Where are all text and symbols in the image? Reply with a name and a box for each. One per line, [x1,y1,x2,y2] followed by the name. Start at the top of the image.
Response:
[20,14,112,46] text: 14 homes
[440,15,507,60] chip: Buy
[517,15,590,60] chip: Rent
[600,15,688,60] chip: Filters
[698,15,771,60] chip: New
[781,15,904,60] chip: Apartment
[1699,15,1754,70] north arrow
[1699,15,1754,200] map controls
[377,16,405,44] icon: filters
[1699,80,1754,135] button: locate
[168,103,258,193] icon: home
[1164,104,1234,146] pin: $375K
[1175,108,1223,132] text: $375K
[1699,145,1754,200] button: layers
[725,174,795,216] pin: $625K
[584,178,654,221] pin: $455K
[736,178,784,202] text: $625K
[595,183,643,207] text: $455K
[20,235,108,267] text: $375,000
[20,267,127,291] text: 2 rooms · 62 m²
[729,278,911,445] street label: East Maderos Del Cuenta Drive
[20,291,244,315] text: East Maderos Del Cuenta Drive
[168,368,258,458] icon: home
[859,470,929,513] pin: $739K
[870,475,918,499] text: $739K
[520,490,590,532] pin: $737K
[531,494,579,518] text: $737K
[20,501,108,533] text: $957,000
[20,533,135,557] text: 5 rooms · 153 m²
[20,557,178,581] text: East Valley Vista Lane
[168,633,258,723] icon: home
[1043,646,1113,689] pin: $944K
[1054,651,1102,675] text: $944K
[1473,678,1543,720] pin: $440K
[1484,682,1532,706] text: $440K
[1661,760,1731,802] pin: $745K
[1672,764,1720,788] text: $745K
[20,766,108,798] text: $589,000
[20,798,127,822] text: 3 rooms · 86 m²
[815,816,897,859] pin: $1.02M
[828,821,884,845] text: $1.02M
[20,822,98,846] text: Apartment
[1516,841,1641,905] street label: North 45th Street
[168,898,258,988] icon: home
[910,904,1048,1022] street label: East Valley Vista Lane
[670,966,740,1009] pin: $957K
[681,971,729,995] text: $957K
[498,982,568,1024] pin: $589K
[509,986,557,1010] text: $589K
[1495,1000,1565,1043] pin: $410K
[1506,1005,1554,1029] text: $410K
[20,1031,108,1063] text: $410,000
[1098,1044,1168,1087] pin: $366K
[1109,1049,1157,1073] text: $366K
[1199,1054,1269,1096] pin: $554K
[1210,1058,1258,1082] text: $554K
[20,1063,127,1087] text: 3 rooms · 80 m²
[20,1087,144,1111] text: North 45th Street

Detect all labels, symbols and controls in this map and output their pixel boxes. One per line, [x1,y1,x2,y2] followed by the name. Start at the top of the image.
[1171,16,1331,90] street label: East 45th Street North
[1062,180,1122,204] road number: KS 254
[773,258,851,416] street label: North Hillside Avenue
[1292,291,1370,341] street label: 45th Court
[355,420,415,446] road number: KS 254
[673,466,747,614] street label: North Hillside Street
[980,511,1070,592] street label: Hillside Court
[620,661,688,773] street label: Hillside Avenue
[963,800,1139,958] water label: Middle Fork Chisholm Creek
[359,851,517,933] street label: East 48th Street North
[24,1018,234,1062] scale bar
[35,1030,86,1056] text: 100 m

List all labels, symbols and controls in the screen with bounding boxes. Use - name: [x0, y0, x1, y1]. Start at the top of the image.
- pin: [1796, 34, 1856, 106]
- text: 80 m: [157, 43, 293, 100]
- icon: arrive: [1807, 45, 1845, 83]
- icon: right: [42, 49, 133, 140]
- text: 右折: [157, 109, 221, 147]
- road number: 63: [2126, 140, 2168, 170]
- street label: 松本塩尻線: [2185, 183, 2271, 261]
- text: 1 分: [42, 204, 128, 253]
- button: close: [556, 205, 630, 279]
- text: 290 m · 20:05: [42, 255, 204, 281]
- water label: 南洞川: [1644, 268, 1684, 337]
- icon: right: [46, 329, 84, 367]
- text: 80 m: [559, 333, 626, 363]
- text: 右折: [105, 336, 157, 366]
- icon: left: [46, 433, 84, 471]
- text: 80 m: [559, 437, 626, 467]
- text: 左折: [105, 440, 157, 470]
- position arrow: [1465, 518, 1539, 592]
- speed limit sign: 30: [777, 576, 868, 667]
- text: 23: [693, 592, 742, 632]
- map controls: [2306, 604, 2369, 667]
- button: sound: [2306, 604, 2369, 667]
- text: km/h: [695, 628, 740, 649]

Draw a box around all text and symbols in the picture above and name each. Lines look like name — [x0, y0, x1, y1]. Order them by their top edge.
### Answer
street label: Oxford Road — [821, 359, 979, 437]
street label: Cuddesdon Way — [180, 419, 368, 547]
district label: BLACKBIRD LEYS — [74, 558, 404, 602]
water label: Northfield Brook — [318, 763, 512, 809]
--------
**Directions**
Each entry shown above should be copied out exactly.

**Problem solution**
Where are all text and symbols in the image? Reply with a name and a box for each. One per line, [x1,y1,x2,y2] followed by the name. Start at the top of the image.
Response:
[20,14,112,46] text: 14 homes
[440,15,507,60] chip: Buy
[517,15,590,60] chip: Rent
[600,15,688,60] chip: Filters
[698,15,771,60] chip: New
[781,15,904,60] chip: Apartment
[1699,15,1754,70] north arrow
[1699,15,1754,200] map controls
[377,16,405,44] icon: filters
[1699,80,1754,135] button: locate
[168,103,258,193] icon: home
[1164,104,1234,146] pin: $375K
[1175,108,1223,132] text: $375K
[1699,145,1754,200] button: layers
[725,174,795,216] pin: $625K
[584,178,654,221] pin: $455K
[736,178,784,202] text: $625K
[595,183,643,207] text: $455K
[20,235,108,267] text: $375,000
[20,267,127,291] text: 2 rooms · 62 m²
[729,278,911,445] street label: East Maderos Del Cuenta Drive
[20,291,244,315] text: East Maderos Del Cuenta Drive
[168,368,258,458] icon: home
[859,470,929,513] pin: $739K
[870,475,918,499] text: $739K
[520,490,590,532] pin: $737K
[531,494,579,518] text: $737K
[20,501,108,533] text: $957,000
[20,533,135,557] text: 5 rooms · 153 m²
[20,557,178,581] text: East Valley Vista Lane
[168,633,258,723] icon: home
[1043,646,1113,689] pin: $944K
[1054,651,1102,675] text: $944K
[1473,678,1543,720] pin: $440K
[1484,682,1532,706] text: $440K
[1661,760,1731,802] pin: $745K
[1672,764,1720,788] text: $745K
[20,766,108,798] text: $589,000
[20,798,127,822] text: 3 rooms · 86 m²
[815,816,897,859] pin: $1.02M
[828,821,884,845] text: $1.02M
[20,822,98,846] text: Apartment
[1516,841,1641,905] street label: North 45th Street
[168,898,258,988] icon: home
[910,904,1048,1022] street label: East Valley Vista Lane
[670,966,740,1009] pin: $957K
[681,971,729,995] text: $957K
[498,982,568,1024] pin: $589K
[509,986,557,1010] text: $589K
[1495,1000,1565,1043] pin: $410K
[1506,1005,1554,1029] text: $410K
[20,1031,108,1063] text: $410,000
[1098,1044,1168,1087] pin: $366K
[1109,1049,1157,1073] text: $366K
[1199,1054,1269,1096] pin: $554K
[1210,1058,1258,1082] text: $554K
[20,1063,127,1087] text: 3 rooms · 80 m²
[20,1087,144,1111] text: North 45th Street

Detect all labels, symbols and controls in this map and output their pixel boxes. One per line, [x1,y1,x2,y2] followed by the name. Start at the top of the image.
[1171,16,1331,90] street label: East 45th Street North
[1062,180,1122,204] road number: KS 254
[773,258,851,416] street label: North Hillside Avenue
[1292,291,1370,341] street label: 45th Court
[355,420,415,446] road number: KS 254
[673,466,747,614] street label: North Hillside Street
[980,511,1070,592] street label: Hillside Court
[620,661,688,773] street label: Hillside Avenue
[963,800,1139,958] water label: Middle Fork Chisholm Creek
[359,851,517,933] street label: East 48th Street North
[24,1018,234,1062] scale bar
[35,1030,86,1056] text: 100 m

List all labels, symbols and controls in the screen with bounding boxes. Use - name: [x0, y0, x1, y1]. Start at the top of the image.
- pin: [1796, 34, 1856, 106]
- text: 80 m: [157, 43, 293, 100]
- icon: arrive: [1807, 45, 1845, 83]
- icon: right: [42, 49, 133, 140]
- text: 右折: [157, 109, 221, 147]
- road number: 63: [2126, 140, 2168, 170]
- street label: 松本塩尻線: [2185, 183, 2271, 261]
- text: 1 分: [42, 204, 128, 253]
- button: close: [556, 205, 630, 279]
- text: 290 m · 20:05: [42, 255, 204, 281]
- water label: 南洞川: [1644, 268, 1684, 337]
- icon: right: [46, 329, 84, 367]
- text: 80 m: [559, 333, 626, 363]
- text: 右折: [105, 336, 157, 366]
- icon: left: [46, 433, 84, 471]
- text: 80 m: [559, 437, 626, 467]
- text: 左折: [105, 440, 157, 470]
- position arrow: [1465, 518, 1539, 592]
- speed limit sign: 30: [777, 576, 868, 667]
- text: 23: [693, 592, 742, 632]
- map controls: [2306, 604, 2369, 667]
- button: sound: [2306, 604, 2369, 667]
- text: km/h: [695, 628, 740, 649]

Draw a box around all text and symbols in the picture above and name each. Lines look like name — [x0, y0, x1, y1]. Order them by their top edge.
### Answer
street label: Oxford Road — [821, 359, 979, 437]
street label: Cuddesdon Way — [180, 419, 368, 547]
district label: BLACKBIRD LEYS — [74, 558, 404, 602]
water label: Northfield Brook — [318, 763, 512, 809]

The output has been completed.